While the barriers to this underwater world were gradually being broken down, a small group of experienced divers were starting to push the limits of traditional recreational scuba diving. This movement, which has been christened ‘technical diving’, started off with just a few dedicated individuals. Over the last few years, this area has seen a huge increase in interest, and now a significant number of divers are moving towards technical diving. In this and subsequent articles, we will explore what is meant by technical diving, what is involved, the risks that arise and how you can move towards this type of diving.
For those who are not tempted to venture into this area of the sport, we will also discuss what lessons can be learnt from technical diving in order to improve normal recreational diving. This is similar to the way in which the majority of motorists will never come close to a Formula One Grand Prix car, but make use, in their own cars, of many of the innovations that have been developed by the Formula One teams.
In order to talk about technical diving, we should first try to define what is meant by the phrase technical diving. This is not as easy as it might seem. There is no agreed definition of the phrase, and different people use it to mean different things.
One common definition is that technical diving is everything beyond recreational diving. This is a good starting point but does have a few problems. First of all, different organisations have different limits for what constitutes recreational diving. For example, some organisations do not allow decompression diving within the limits of recreational diving whilst other organisations do. A second problem in defining technical diving as everything beyond recreational diving is that the dividing line between the two is not fixed. For example in the early 1980’s, Nitrox was considered to be firmly in the technical diving area. It was thought to be too risky for use by recreational divers. Yet over the last twenty years, Nitrox has become much more widely accepted, and today, when used correctly, is recognised as offering significant safety benefits for all divers.
Another definition is that technical diving is the type of diving that is at the leading edge of the sport, or the type of diving that is carried out by the pioneers. This is another appealing definition but suffers from some of the same problems as the previous ones. Where do we draw the line between the leading edge and mainstream but adventurous diving?
So, we can see that a firm definition of what constitutes technical diving is difficult to pin down. Despite this, it is usually easy to recognise it when we see it. Furthermore, it is clear that there are certain aspects that we can use to identify technical rather than recreational diving.
Dives to depths greater than those found in recreational diving, or involving significantly longer dive times, are typical in the field of technical diving. Dives are undertaken to considerably greater depths than the recreational limit of 40m. Depths of 50m to 100m are not uncommon, with many dives greater than 100m or even 200m. This inevitably means that technical diving is decompression diving. However, not all decompression diving is necessarily technical diving, as some recreational agencies do allow limited decompression.

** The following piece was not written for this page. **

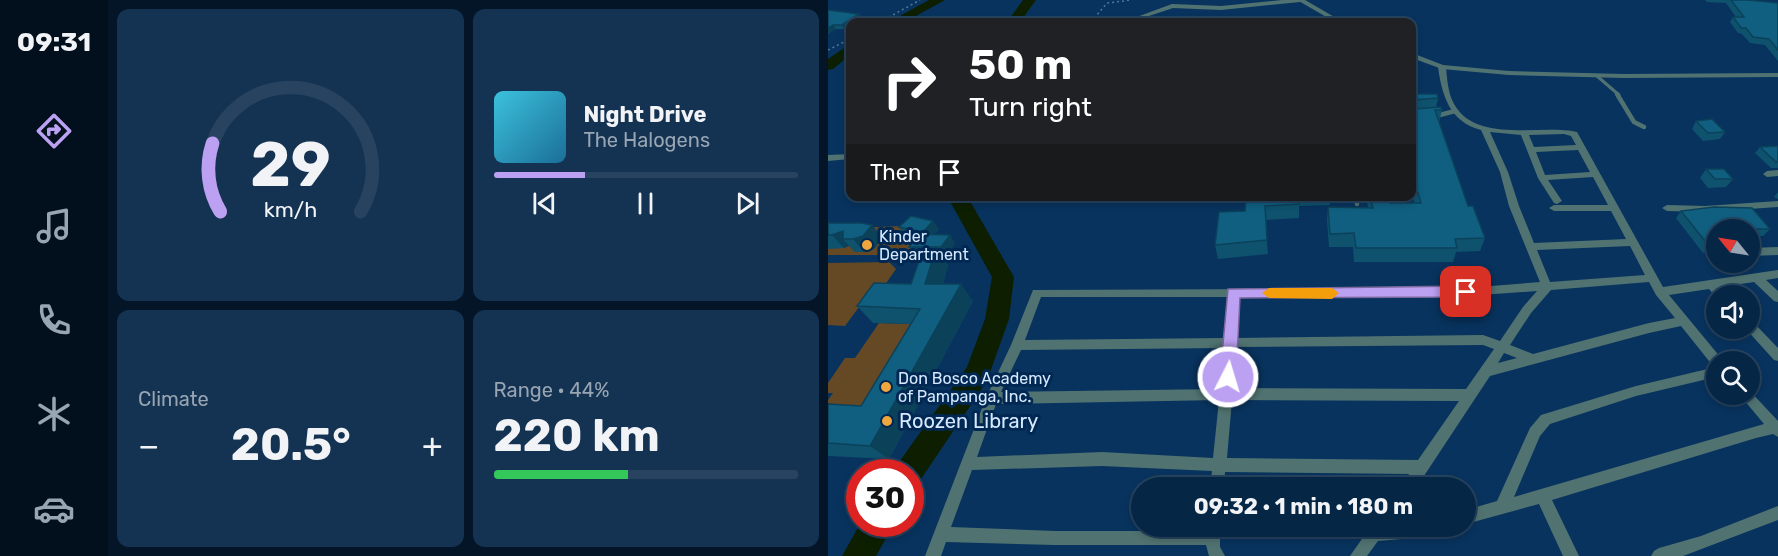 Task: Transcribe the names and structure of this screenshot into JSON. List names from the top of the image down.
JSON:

In recreational diving, we often hear the term ‘no-decompression dive’. In reality, there is no such thing, as all dives require decompression to some extent. It may be that during the ascent, sufficient decompression occurs and no decompression stop is required, but we have still been decompressing during this ascent and will continue to decompress on the surface for a number of hours afterwards. This is why ascent rates and safety stops are essential, as they allow enough time to decompress during the ascent. So, rather than refer to a dive where we do not need to make mandatory decompression stops as a ‘no-deco’ dive, we can more accurately refer to it as a no-stop dive. Once we exceed the no-stop time, we cannot ascend directly to the surface without risking decompression illness.
Decompression stops are carried out at certain depths to allow the excess nitrogen in the body to reduce to a level where it is safe to continue on to the surface. Effective buoyancy control and the ability to hold decompression stops accurately are essential before any diver considers carrying out decompression diving.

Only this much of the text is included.